Using the material below, copy every line where "canvas" appears.

·····

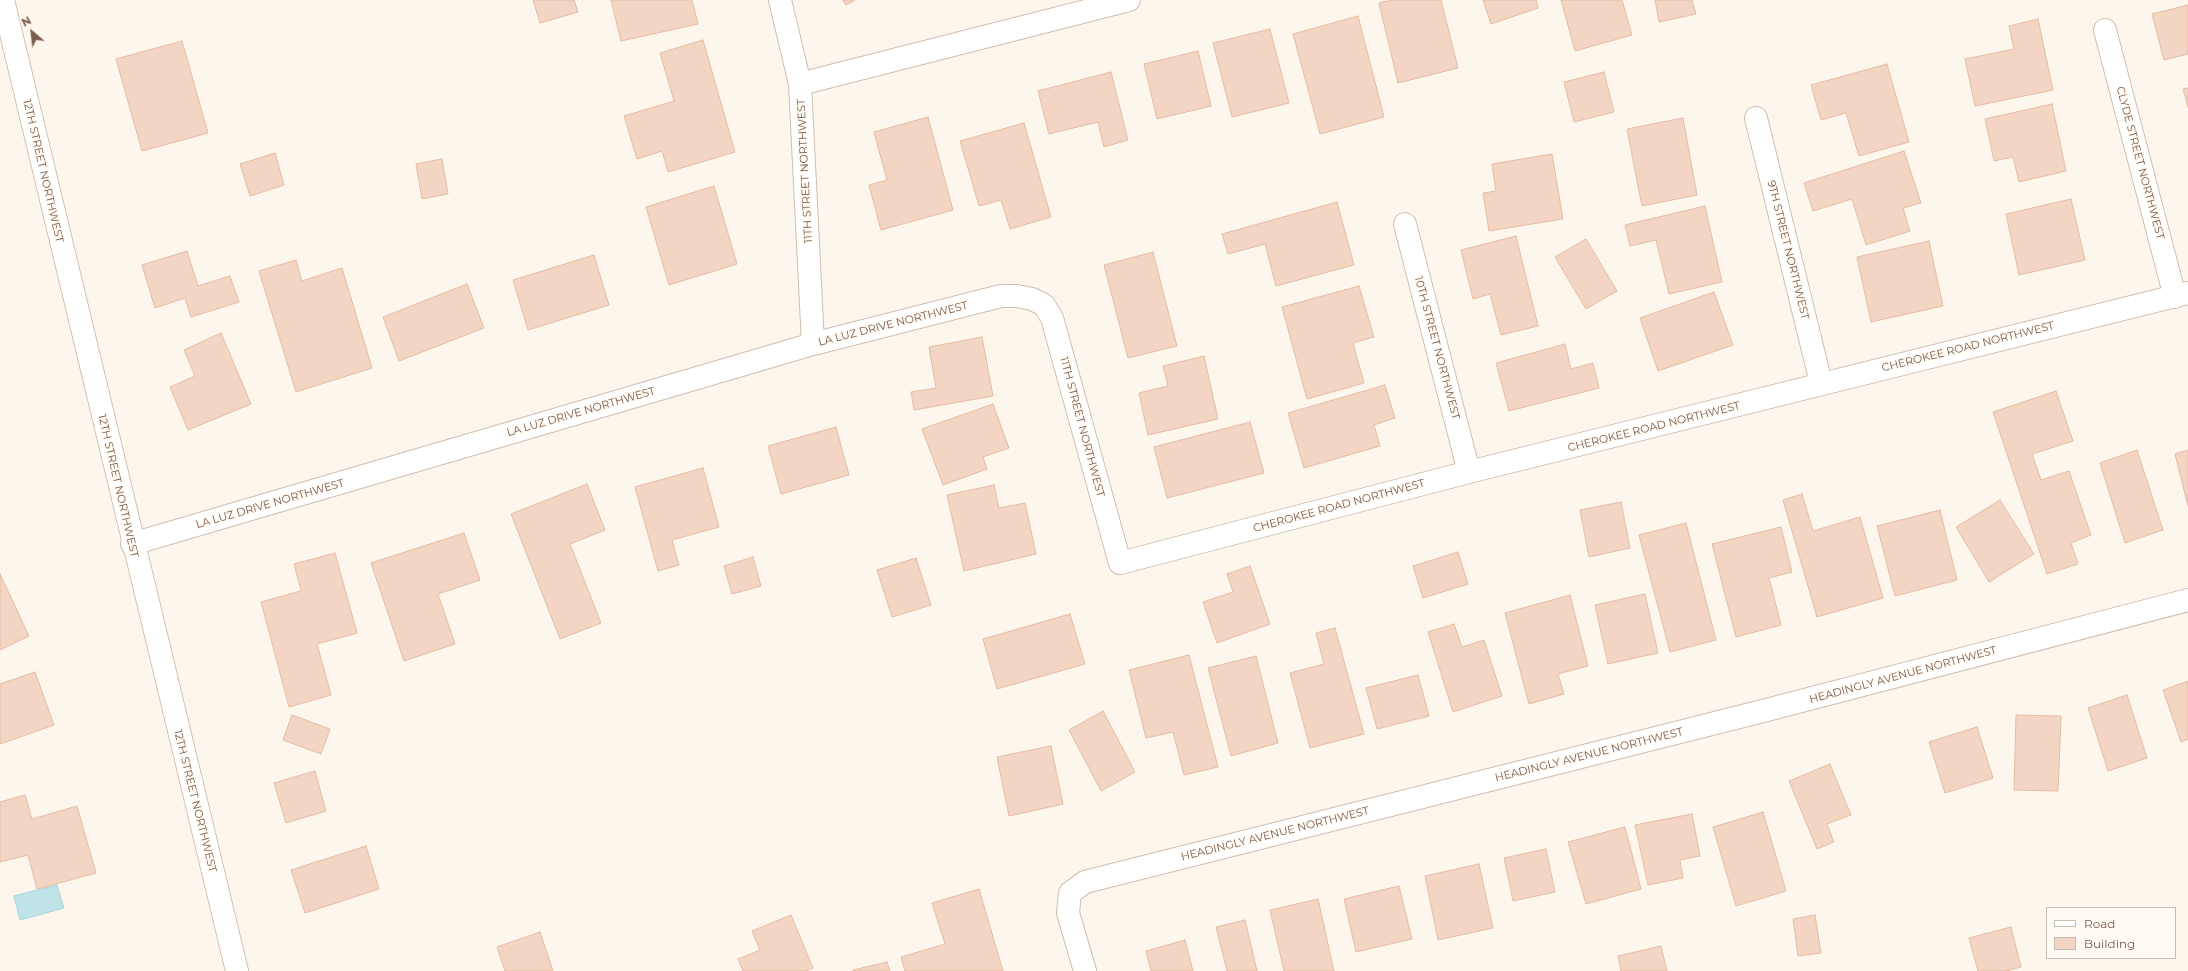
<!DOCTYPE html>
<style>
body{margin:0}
#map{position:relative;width:2188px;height:971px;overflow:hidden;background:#fdf6ec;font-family:Montserrat,sans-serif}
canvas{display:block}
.legend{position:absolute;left:2046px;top:907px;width:130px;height:52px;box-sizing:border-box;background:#fffaf3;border:1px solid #cabbb1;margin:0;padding:5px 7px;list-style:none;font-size:12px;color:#7a5c4d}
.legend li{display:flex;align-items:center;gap:8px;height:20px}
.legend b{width:20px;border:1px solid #cabbb1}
.north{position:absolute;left:12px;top:12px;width:40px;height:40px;-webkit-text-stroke:3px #fffaf3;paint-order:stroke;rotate:332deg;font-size:11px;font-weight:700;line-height:16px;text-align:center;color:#7a5c4d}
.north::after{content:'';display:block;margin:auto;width:14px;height:18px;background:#7a5c4d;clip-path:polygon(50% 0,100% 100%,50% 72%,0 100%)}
</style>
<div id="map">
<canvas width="2188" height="971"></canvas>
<ul class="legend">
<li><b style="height:5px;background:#fff"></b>Road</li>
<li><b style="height:11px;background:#f3d5c3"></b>Building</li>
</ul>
<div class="north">N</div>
</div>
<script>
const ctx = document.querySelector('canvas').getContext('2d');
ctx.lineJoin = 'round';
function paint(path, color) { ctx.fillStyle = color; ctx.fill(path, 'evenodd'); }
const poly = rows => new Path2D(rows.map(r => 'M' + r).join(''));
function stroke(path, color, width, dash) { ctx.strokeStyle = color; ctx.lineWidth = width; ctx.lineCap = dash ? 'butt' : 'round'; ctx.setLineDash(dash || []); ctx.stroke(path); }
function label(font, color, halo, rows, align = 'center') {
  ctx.font = font + ' Montserrat,sans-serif'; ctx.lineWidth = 3; ctx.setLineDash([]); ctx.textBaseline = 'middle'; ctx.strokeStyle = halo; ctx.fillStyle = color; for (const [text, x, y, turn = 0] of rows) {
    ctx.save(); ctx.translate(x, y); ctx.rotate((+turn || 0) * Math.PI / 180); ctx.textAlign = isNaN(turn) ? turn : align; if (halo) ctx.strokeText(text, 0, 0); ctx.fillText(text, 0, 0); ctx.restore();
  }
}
const water = poly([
 [57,885,64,908,20,920,14,896,57,885]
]);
paint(water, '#bfe3e8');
stroke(water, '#a5d3da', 1);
const building = poly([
 [533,0,574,0,578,12,540,23,533,0],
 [611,0,692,0,698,24,621,41,611,0],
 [843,0,855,0,846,5,843,0],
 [1392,0,1441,0,1458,68,1398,83,1379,3,1392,0],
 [1483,0,1536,0,1538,8,1491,24,1483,0],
 [1561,0,1622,0,1632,35,1575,51,1561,0],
 [1655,0,1692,0,1696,14,1659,22,1655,0],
 [2188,5,2188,54,2164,60,2152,14,2188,5],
 [1358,16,1384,117,1320,134,1293,34,1358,16],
 [2038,19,2053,90,1975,106,1965,59,2014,49,2009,26,2038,19],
 [1270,29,1289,103,1232,117,1213,43,1270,29],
 [703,40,735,152,668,172,662,151,637,159,624,116,674,101,660,53,703,40],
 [182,41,208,133,142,151,116,59,182,41],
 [1198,51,1211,106,1157,119,1144,64,1198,51],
 [1887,64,1909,142,1859,156,1846,113,1821,120,1811,85,1887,64],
 [1111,72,1128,140,1104,147,1098,122,1049,134,1038,91,1111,72],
 [1604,72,1614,112,1574,122,1564,82,1604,72],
 [2188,88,2188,107,2183,89,2188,88],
 [2052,104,2066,171,2019,182,2013,157,1994,161,1985,119,2052,104],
 [928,117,953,210,881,230,869,185,887,180,874,132,928,117],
 [1683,118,1697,195,1642,206,1627,129,1683,118],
 [1024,123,1051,217,1010,229,1001,200,979,206,960,141,1024,123],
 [1904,151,1921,203,1903,208,1910,231,1866,245,1852,199,1813,211,1804,183,1904,151],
 [275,153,284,185,250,196,240,164,275,153],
 [1552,154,1563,219,1489,231,1483,193,1496,191,1492,164,1552,154],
 [442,159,448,194,422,199,416,164,442,159],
 [714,186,737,264,669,285,646,207,714,186],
 [2071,199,2085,260,2019,275,2006,214,2071,199],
 [1337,202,1354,265,1276,286,1265,244,1228,254,1222,234,1337,202],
 [1705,206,1722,282,1669,294,1656,240,1630,246,1625,225,1705,206],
 [1516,236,1538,326,1501,335,1490,294,1473,299,1461,250,1516,236],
 [1586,239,1617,291,1586,309,1555,257,1586,239],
 [1929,241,1943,306,1871,322,1857,257,1929,241],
 [187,251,198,286,230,276,239,302,191,317,185,298,155,308,142,265,187,251],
 [1153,252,1177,346,1128,358,1104,265,1153,252],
 [594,255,609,305,528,330,513,280,594,255],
 [296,260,302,281,342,268,372,368,296,392,259,271,296,260],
 [467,284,484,328,399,361,383,317,467,284],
 [1359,286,1374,337,1353,343,1364,383,1307,399,1282,307,1359,286],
 [1714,292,1733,345,1658,371,1640,318,1714,292],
 [221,333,251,404,188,430,170,387,195,376,184,350,221,333],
 [982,337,993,396,914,410,911,392,936,388,929,347,982,337],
 [1565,344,1571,369,1593,363,1599,388,1509,411,1496,363,1565,344],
 [1204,356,1218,419,1148,435,1139,393,1168,386,1163,366,1204,356],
 [1385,385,1395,418,1374,425,1380,446,1304,468,1288,413,1385,385],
 [2056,391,2073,441,2032,454,2041,480,2069,471,2091,535,2071,543,2078,564,2047,574,1993,412,2056,391],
 [993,404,1009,448,983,457,987,469,943,485,922,429,993,404],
 [1250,422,1264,473,1167,498,1154,447,1250,422],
 [836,427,849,475,781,494,768,446,836,427],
 [2137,450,2163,530,2125,543,2100,463,2137,450],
 [2188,450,2188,506,2175,454,2188,450],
 [703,468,719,527,672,540,679,565,658,571,635,487,703,468],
 [587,484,605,530,570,544,601,623,560,639,511,514,587,484],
 [994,485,999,508,1025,503,1036,554,964,571,947,495,994,485],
 [1802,494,1813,531,1860,517,1883,598,1817,617,1783,500,1802,494],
 [2000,500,2034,554,1989,582,1956,527,2000,500],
 [1621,502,1630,548,1589,557,1580,510,1621,502],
 [1940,510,1957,580,1895,596,1877,526,1940,510],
 [1686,523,1716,640,1670,652,1639,535,1686,523],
 [1781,527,1792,572,1769,578,1781,625,1736,637,1712,544,1781,527],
 [464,533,480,580,438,594,455,644,404,661,371,563,464,533],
 [1458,552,1468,584,1423,598,1413,566,1458,552],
 [335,553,357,633,317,644,331,695,289,707,261,602,301,591,294,564,335,553],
 [753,557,761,586,732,594,724,566,753,557],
 [916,558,931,605,892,617,877,570,916,558],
 [1250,566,1270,624,1217,643,1203,602,1233,592,1227,574,1250,566],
 [0,574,29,636,0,650,0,574],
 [1645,594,1658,653,1608,664,1595,605,1645,594],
 [1570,595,1588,666,1558,674,1564,694,1529,704,1505,613,1570,595],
 [1070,614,1085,664,997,689,983,639,1070,614],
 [1454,624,1462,647,1484,640,1502,696,1453,712,1428,632,1454,624],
 [1335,628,1364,734,1310,748,1290,673,1324,664,1316,633,1335,628],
 [1189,655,1218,767,1184,775,1173,732,1146,738,1129,670,1189,655],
 [1256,656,1278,743,1231,756,1208,668,1256,656],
 [35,672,54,725,0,744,0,684,35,672],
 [1418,675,1429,716,1377,729,1366,688,1418,675],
 [2188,681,2188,739,2181,742,2163,690,2188,681],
 [2127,695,2147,758,2108,771,2088,708,2127,695],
 [1103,711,1135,772,1101,791,1069,730,1103,711],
 [292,715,330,729,321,754,283,740,292,715],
 [2016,715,2061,716,2058,791,2014,790,2016,715],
 [1977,727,1993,778,1945,793,1929,742,1977,727],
 [1051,746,1063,804,1009,816,997,757,1051,746],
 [1830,764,1851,815,1827,824,1834,842,1817,849,1789,781,1830,764],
 [315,771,326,811,286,823,274,783,315,771],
 [25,795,32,819,77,806,96,873,37,889,28,855,0,862,0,802,25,795],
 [1763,812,1786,891,1736,906,1713,827,1763,812],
 [1692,814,1700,856,1680,860,1683,878,1648,885,1635,825,1692,814],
 [1625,827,1641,889,1586,904,1568,842,1625,827],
 [366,846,379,889,305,913,291,870,366,846],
 [1546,849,1555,892,1513,901,1504,858,1546,849],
 [1479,864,1493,928,1438,940,1425,876,1479,864],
 [1399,886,1412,939,1356,952,1344,899,1399,886],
 [979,889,1003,971,905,971,901,957,945,944,932,903,979,889],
 [1318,899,1334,971,1284,971,1270,910,1318,899],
 [791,915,813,968,806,971,743,971,738,959,760,950,752,931,791,915],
 [1815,915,1821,953,1798,956,1793,919,1815,915],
 [1245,920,1257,971,1227,971,1216,927,1245,920],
 [2011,927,2021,967,2006,971,1978,971,1969,938,2011,927],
 [540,932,553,971,505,971,497,947,540,932],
 [1185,940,1193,971,1151,971,1146,951,1185,940],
 [1661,946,1667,971,1621,971,1618,956,1661,946],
 [887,962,890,971,853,971,853,970,887,962]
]);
paint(building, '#f3d5c3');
stroke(building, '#e6bba3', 1);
const street = poly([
 [780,0,800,84,813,344],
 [2105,30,2175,297],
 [800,84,1129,0],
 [1756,118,1821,383],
 [1405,224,1469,472],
 [132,544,813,344,1001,296,1017,296,1032,299,1044,305,1052,318,1120,563,1469,472,2188,293],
 [1085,971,1068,913,1070,893,1085,882,1759,712,2188,600]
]);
const secondary = poly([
 [3,0,237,971]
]);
stroke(street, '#d1beb0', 24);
stroke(secondary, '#d6c0b0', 24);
stroke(street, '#fff', 22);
stroke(secondary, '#fff', 22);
label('11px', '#7a5c4d', '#fffaf3', [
 ["CLYDE STREET NORTHWEST",2140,163,75],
 ["12TH STREET NORTHWEST",43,171,77],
 ["11TH STREET NORTHWEST",805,171,-93],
 ["9TH STREET NORTHWEST",1788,250,76],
 ["LA LUZ DRIVE NORTHWEST",893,324,-14],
 ["CHEROKEE ROAD NORTHWEST",1968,347,-14],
 ["10TH STREET NORTHWEST",1437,348,75],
 ["LA LUZ DRIVE NORTHWEST",581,412,-16],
 ["11TH STREET NORTHWEST",1082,427,75],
 ["CHEROKEE ROAD NORTHWEST",1654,427,-14],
 ["12TH STREET NORTHWEST",118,486,77],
 ["LA LUZ DRIVE NORTHWEST",270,504,-16],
 ["CHEROKEE ROAD NORTHWEST",1339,506,-15],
 ["HEADINGLY AVENUE NORTHWEST",1903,675,-15],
 ["HEADINGLY AVENUE NORTHWEST",1589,755,-14],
 ["12TH STREET NORTHWEST",195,801,76],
 ["HEADINGLY AVENUE NORTHWEST",1275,834,-14]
]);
</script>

·····

Reply to the exercise.
canvas{display:block}
<canvas width="2188" height="971"></canvas>
const ctx = document.querySelector('canvas').getContext('2d');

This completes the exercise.